Em que hora do dia você sente que trabalha melhor? Você tem algum ritual de preparação para a escrita?
O fim de tarde é meu melhor horário, é quando sento e copilo aquilo que vi no dia, ou paro pra ler algo e ver o pôr do sol, quando tem. Mas acredito que ler sempre é meu ritual. Uma palavra, um tema em que não havia pensado em escrever, surge na superfície e pesco então com a mais voraz das fomes.
Também gosto muito quando posso ir andar, porque faço trilha e acampo, então nesses momentos consigo me desligar do trabalho e ordenar as idéias, nem sempre consigo, mas mesmo na desordem é possível escrever também, porque para escrever basta uma falta, um excesso ou uma dor. A poesia nasce no caos, a felicidade não inspira sabe, quando se está feliz não lembramos de escrever e passamos a perceber que o a vida é feita desses momentos, não feita de felicidade ou tristeza, mas dos momentos de que são feitas.
Você escreve um pouco todos os dias ou em períodos concentrados? Você tem uma meta de escrita diária?
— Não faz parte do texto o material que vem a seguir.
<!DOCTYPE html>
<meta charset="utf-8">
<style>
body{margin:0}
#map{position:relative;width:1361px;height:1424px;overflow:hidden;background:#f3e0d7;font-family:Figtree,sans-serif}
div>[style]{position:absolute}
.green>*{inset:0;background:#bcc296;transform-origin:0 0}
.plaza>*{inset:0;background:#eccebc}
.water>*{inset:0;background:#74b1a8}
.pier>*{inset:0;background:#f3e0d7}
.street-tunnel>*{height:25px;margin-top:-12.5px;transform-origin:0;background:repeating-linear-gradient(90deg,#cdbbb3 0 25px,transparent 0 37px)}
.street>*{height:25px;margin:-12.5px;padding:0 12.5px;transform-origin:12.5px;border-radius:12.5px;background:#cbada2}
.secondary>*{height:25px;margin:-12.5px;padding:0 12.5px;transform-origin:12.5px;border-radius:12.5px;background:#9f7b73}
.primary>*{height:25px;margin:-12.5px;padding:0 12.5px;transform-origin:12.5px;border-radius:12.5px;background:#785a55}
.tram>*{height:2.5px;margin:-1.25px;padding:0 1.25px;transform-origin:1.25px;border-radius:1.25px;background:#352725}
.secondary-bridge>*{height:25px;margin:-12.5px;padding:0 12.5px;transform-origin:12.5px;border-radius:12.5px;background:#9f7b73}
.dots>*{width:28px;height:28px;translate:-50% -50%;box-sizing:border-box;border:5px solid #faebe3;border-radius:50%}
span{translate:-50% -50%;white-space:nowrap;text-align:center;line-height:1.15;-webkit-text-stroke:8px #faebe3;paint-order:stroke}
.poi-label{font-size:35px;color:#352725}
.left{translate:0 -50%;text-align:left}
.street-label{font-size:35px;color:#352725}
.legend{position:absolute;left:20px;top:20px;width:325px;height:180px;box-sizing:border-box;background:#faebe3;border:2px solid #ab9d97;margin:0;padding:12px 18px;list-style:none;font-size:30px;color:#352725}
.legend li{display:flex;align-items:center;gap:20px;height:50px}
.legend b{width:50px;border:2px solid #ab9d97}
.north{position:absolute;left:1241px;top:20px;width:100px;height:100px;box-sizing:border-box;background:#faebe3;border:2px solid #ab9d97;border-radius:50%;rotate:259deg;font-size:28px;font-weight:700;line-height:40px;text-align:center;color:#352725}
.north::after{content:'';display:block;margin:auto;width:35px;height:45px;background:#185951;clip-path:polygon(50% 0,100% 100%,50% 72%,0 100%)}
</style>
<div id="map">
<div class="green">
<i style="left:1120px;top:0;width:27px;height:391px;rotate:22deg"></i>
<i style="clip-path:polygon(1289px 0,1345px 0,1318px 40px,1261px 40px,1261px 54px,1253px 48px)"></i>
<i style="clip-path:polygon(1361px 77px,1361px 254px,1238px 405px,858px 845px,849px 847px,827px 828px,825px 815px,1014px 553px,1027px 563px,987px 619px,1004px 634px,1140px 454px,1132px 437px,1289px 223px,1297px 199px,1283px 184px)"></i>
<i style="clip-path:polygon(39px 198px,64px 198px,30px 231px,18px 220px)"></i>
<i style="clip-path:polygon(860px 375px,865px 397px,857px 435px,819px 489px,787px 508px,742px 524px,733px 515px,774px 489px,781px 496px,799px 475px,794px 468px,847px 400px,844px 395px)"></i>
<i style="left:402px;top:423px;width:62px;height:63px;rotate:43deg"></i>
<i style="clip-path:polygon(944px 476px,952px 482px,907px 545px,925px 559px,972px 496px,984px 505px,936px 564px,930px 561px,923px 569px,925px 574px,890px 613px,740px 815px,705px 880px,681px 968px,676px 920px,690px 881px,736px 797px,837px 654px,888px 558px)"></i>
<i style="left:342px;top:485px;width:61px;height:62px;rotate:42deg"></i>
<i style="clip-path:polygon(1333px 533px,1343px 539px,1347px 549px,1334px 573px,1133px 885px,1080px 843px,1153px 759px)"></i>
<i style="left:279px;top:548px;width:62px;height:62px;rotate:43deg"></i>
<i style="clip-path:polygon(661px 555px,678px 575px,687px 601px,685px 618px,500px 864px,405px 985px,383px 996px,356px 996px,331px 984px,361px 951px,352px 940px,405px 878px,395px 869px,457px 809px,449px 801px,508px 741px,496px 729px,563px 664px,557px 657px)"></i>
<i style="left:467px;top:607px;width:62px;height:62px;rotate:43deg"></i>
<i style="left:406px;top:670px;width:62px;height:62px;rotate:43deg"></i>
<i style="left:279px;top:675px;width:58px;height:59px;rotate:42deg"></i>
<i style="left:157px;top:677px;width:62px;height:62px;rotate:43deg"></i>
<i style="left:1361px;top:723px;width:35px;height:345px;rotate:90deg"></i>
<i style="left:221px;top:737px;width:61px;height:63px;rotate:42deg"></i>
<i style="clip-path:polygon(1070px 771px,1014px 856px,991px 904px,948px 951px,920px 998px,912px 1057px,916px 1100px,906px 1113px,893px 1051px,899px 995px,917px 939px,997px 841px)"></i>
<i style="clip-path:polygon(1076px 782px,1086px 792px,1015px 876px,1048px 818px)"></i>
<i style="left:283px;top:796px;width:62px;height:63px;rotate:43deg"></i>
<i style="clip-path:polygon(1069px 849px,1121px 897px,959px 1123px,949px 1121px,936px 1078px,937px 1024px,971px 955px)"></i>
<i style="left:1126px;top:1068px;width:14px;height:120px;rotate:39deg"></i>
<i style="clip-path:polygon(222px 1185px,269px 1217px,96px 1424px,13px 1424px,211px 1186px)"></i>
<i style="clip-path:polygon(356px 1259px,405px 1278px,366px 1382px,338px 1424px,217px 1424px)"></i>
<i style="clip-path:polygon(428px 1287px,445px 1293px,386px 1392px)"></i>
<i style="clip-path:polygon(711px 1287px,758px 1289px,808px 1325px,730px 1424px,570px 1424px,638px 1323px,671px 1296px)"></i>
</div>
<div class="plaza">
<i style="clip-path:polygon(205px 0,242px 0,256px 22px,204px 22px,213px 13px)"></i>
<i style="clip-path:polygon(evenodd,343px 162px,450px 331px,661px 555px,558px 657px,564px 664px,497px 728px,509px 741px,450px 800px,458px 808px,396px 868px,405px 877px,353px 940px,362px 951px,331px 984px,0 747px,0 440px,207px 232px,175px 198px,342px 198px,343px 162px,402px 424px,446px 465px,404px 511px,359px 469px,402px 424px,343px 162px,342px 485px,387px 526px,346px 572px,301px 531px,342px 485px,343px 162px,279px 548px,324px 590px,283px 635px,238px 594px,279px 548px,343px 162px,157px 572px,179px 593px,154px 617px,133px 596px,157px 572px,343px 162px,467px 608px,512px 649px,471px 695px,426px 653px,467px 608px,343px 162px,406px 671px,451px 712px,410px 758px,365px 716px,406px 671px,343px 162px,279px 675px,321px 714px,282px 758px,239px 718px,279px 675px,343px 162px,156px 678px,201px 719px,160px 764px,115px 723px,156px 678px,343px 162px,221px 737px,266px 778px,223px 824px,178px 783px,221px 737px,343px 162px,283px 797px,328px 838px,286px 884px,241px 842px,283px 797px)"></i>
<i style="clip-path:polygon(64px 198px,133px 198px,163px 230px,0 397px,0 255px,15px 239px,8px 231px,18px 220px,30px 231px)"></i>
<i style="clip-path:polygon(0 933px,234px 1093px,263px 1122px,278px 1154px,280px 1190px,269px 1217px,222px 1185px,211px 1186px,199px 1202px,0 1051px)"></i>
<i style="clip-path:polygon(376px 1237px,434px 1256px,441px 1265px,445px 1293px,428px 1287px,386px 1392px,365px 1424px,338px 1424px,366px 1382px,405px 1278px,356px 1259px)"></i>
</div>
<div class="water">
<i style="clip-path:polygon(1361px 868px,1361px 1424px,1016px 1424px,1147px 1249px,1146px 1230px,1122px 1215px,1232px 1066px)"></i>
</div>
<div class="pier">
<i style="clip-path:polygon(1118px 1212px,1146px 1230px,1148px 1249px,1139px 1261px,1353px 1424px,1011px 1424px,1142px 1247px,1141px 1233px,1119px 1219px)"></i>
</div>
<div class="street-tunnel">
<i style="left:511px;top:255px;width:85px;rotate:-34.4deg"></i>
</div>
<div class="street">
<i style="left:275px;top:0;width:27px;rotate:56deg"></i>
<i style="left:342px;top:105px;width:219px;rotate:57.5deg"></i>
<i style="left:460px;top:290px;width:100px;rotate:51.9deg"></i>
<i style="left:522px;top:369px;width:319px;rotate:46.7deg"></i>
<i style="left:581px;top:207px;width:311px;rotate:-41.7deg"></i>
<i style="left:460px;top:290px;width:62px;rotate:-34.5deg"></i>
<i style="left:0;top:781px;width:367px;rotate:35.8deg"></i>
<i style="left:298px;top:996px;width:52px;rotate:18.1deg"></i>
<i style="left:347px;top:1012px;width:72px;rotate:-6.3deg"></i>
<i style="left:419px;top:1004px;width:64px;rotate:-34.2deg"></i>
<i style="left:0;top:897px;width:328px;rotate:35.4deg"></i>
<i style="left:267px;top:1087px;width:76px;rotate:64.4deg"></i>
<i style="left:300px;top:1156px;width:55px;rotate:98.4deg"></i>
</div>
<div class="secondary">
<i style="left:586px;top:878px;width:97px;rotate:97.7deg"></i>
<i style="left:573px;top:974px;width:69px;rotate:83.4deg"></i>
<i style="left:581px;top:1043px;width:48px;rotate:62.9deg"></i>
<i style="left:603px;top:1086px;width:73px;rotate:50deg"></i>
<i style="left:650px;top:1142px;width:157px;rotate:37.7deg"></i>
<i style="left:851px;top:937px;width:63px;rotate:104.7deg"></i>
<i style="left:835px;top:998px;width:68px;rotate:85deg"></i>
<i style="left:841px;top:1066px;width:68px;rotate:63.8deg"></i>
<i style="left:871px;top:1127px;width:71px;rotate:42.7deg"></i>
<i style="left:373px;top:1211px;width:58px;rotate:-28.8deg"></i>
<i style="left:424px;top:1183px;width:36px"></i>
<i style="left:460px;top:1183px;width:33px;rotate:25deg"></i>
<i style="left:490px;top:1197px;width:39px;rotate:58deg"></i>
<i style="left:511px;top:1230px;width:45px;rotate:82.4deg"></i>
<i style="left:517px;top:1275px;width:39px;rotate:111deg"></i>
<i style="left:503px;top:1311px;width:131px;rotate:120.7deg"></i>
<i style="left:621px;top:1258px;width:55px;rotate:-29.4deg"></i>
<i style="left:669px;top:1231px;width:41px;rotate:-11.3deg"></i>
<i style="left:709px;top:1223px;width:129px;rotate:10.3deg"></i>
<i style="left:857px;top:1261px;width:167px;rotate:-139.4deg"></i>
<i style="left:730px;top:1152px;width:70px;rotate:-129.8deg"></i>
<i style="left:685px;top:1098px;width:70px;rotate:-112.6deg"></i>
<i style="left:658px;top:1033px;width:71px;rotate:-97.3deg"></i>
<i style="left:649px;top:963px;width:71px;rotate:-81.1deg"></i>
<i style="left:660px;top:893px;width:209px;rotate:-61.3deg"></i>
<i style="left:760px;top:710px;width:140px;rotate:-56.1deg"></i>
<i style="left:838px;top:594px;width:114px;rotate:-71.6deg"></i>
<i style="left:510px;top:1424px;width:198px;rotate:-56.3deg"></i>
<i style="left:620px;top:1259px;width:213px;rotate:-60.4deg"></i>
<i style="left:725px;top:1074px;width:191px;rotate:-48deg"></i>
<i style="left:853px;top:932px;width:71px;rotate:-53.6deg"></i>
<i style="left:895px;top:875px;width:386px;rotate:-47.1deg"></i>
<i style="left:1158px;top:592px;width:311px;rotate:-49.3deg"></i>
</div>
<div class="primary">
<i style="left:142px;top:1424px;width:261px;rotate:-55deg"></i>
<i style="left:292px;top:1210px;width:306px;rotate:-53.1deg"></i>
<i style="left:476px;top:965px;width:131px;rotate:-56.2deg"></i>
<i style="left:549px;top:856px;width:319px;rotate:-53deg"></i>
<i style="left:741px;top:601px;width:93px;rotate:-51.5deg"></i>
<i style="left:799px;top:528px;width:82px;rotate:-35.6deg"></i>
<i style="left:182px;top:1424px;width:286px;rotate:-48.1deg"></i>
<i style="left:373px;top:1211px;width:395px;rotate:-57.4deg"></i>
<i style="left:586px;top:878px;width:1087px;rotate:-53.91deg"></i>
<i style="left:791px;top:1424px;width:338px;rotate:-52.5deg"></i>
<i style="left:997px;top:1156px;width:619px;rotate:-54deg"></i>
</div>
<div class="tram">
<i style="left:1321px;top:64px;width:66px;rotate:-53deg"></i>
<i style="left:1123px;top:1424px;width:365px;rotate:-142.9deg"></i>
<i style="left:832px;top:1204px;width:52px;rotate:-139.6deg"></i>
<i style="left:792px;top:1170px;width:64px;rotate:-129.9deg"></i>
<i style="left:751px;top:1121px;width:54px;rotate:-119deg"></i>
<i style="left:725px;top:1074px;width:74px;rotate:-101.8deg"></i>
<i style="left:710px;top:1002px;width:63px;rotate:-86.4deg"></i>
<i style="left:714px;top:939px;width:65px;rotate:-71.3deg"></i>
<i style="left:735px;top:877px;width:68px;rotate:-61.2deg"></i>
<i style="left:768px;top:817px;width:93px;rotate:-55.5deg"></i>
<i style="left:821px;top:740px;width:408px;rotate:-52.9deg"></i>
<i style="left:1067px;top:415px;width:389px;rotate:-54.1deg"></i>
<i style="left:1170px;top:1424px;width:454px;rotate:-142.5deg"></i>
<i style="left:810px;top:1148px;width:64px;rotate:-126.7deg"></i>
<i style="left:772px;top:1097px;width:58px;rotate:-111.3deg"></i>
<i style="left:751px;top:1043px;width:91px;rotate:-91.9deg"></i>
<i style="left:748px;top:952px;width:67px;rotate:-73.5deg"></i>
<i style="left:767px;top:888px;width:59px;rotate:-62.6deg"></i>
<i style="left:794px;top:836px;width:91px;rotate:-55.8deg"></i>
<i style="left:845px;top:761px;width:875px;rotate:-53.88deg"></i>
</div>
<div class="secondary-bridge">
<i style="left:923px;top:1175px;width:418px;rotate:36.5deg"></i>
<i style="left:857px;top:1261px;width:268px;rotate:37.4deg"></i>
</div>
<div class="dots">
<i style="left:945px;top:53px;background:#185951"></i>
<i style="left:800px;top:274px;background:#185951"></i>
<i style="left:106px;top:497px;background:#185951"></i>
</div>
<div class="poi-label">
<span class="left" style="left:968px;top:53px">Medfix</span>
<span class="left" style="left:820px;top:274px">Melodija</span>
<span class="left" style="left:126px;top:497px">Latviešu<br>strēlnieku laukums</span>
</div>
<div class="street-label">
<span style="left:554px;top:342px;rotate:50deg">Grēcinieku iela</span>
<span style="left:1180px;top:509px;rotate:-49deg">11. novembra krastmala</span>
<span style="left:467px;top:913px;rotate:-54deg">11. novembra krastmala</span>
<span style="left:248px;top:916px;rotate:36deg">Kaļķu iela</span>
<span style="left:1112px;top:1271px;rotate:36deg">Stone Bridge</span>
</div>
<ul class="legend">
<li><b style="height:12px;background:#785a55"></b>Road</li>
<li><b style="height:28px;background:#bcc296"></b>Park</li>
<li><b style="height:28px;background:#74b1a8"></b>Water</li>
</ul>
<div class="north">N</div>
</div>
Procuro escrever todos os dias, mas nem sempre consigo. É engano pensar que escrever é algo que lhe cai no colo, já pensei que fosse assim, mas com o tempo aprendi que exige trabalho e constância, o quanto de constância puder ter.
Já escrevi poemas de uma sentada só, outros demoram dias, alguns se perdem na memória quando a mão não alcança o que escrever, ou se perdem no bloco de notas e nos cadernos rabiscadas com a letra que te reprovou na quarta série.
Como é o seu processo de escrita? Uma vez que você compilou notas suficientes, é difícil começar? Como você se move da pesquisa para a escrita?
Muitas vezes algo que vi ou ouvi vai tomando forma na superfície da memória, não é fácil começar, mas vou copilando palavras ou frases soltas e começo a trabalhar nelas. Sentimentos e desrazão fazem parte do processo. Percebi que me tornei uma observadora incorrigível, escuto conversas, presto atenção aos detalhes e grito, o grito é importante na escrita, ele diz qual alcance a poesia terá.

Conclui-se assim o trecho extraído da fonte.